--- Available data ---
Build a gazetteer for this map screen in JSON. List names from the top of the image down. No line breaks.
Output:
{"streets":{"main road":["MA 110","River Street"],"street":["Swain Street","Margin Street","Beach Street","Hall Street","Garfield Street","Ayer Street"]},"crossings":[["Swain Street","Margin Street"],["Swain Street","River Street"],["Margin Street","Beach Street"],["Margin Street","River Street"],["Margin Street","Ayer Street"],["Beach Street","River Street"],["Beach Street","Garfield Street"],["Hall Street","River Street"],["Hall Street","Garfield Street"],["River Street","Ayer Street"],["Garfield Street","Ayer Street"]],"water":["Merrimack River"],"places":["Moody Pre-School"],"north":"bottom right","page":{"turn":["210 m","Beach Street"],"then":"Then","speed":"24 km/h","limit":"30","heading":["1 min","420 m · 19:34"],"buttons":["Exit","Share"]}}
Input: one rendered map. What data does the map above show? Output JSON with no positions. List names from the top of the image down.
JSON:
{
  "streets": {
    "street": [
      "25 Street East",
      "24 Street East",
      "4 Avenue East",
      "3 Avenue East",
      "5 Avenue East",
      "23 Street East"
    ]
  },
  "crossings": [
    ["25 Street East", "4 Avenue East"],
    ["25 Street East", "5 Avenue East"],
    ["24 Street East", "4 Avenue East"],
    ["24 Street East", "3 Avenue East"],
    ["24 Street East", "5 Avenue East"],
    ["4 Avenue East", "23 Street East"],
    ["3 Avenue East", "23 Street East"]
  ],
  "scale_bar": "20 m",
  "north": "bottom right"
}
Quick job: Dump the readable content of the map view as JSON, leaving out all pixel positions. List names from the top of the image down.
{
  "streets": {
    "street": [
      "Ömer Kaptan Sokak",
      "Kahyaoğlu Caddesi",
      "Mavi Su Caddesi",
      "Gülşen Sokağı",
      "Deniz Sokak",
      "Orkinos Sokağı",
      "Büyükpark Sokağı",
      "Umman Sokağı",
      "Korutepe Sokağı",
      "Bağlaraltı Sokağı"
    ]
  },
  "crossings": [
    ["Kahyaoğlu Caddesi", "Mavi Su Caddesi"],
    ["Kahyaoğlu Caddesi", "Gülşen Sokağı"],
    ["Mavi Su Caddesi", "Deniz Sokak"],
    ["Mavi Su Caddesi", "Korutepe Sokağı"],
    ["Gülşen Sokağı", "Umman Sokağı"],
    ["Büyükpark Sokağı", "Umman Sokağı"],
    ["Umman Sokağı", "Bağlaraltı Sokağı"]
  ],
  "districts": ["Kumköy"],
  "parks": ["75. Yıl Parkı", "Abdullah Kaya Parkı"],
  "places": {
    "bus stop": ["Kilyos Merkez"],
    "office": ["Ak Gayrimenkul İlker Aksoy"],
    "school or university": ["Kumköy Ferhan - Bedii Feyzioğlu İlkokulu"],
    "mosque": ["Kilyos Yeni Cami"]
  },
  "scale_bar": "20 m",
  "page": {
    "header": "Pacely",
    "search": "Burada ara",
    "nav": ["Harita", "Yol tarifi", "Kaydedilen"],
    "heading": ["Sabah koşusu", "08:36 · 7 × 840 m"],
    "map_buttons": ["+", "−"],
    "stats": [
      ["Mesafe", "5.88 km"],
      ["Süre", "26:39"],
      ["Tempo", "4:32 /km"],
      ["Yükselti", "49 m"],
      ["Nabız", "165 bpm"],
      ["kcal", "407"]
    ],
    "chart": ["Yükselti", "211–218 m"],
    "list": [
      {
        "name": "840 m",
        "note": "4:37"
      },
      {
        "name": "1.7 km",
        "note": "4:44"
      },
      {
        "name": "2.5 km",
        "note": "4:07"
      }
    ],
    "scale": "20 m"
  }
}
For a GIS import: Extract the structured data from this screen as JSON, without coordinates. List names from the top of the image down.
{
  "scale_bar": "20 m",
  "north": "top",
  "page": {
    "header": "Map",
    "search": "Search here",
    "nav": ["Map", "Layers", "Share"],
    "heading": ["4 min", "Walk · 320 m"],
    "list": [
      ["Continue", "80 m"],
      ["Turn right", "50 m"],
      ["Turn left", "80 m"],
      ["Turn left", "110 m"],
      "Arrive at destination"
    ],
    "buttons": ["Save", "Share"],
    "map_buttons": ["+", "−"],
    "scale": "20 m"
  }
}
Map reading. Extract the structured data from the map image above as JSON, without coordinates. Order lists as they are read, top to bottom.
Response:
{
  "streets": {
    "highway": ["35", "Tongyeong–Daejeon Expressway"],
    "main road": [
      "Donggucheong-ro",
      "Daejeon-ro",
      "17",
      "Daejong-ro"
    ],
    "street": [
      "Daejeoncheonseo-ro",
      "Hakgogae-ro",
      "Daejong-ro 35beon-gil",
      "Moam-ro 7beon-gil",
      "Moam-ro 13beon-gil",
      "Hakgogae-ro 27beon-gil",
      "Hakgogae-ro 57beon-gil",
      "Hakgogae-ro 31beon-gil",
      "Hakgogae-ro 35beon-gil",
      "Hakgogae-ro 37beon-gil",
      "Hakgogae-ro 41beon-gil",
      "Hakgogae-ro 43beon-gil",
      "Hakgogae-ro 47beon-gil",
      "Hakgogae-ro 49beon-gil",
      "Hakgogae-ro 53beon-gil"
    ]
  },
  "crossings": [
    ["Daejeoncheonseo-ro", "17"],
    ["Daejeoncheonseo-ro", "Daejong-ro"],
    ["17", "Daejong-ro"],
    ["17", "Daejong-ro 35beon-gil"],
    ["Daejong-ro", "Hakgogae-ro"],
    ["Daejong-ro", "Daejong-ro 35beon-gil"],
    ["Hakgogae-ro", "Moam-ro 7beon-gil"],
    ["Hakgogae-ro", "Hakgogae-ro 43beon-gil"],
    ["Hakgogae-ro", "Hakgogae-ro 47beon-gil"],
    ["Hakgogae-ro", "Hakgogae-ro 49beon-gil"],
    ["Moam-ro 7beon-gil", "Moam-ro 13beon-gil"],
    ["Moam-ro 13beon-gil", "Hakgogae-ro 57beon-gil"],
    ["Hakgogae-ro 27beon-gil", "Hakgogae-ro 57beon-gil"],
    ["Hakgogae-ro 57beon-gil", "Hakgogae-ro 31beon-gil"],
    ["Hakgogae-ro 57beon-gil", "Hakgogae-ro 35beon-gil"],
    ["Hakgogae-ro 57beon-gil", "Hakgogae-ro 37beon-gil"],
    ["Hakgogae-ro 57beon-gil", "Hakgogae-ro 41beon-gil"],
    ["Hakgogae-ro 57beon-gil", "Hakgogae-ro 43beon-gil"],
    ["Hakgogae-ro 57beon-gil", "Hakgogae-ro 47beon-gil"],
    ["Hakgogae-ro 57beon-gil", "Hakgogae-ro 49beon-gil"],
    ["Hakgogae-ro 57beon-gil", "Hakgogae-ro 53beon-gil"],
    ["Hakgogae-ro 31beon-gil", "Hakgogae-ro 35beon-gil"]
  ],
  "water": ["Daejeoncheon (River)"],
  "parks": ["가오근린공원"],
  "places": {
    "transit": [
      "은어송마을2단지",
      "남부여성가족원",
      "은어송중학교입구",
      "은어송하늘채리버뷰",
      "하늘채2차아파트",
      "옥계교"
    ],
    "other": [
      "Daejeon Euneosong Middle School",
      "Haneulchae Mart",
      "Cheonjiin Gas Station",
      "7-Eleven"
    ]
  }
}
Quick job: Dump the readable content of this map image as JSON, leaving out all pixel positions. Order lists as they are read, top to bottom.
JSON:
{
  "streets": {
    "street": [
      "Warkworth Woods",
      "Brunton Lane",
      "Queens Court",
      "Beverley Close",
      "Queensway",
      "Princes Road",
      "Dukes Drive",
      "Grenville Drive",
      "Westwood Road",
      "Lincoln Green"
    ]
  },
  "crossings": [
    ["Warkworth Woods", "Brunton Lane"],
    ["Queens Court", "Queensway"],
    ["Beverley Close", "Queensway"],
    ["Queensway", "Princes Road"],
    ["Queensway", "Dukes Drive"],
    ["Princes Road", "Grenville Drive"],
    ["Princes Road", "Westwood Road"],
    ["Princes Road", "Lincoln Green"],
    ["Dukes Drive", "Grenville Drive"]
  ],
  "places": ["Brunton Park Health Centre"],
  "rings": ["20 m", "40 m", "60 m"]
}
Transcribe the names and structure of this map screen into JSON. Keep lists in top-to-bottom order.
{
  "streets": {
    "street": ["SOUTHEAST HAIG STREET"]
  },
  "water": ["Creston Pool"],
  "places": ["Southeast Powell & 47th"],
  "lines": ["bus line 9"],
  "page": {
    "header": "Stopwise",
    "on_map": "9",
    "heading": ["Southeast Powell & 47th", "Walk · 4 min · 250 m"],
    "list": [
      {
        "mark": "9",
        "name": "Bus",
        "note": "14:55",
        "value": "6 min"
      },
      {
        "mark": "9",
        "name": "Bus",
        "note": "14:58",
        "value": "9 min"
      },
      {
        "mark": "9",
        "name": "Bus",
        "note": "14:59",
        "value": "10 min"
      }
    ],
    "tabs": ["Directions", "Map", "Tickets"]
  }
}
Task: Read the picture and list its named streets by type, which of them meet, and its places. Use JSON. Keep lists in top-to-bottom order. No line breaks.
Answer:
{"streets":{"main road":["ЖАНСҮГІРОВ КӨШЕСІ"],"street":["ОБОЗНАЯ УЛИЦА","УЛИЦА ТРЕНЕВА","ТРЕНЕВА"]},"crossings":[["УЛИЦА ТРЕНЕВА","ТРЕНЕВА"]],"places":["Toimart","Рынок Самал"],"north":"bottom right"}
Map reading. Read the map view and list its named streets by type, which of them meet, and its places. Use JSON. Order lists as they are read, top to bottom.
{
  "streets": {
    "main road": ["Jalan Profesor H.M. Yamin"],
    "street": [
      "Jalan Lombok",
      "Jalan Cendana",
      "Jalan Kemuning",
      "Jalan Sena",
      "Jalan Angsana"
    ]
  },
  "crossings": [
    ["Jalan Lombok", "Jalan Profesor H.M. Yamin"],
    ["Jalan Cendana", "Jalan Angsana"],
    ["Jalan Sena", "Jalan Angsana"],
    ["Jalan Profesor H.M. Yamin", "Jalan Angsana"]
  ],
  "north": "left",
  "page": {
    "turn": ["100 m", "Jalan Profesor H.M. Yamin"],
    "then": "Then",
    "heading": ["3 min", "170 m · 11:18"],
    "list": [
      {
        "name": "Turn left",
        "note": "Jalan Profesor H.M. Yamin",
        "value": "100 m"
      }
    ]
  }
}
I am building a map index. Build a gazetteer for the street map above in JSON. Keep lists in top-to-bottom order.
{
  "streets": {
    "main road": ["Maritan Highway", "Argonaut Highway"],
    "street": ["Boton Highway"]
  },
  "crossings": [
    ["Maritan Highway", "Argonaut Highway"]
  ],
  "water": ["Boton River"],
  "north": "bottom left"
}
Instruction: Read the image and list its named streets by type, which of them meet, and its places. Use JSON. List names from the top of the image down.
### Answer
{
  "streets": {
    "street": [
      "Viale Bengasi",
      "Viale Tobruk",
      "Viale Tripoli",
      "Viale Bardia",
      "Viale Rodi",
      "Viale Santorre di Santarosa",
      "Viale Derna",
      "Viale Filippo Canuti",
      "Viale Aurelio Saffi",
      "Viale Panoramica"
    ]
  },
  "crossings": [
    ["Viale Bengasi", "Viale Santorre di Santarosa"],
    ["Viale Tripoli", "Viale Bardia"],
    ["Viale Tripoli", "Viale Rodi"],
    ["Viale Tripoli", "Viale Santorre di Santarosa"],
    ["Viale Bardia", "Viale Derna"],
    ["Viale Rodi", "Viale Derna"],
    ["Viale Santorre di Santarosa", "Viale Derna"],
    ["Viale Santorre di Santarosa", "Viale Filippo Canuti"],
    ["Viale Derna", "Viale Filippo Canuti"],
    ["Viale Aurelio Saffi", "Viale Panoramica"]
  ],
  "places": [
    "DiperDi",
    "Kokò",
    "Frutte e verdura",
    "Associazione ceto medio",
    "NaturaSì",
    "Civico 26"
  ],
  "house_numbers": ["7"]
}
---
Could you find every line in the records above that contains the word "Powell" and copy it?

Answer section →
  "places": ["Southeast Powell & 47th"],
    "heading": ["Southeast Powell & 47th", "Walk · 4 min · 250 m"],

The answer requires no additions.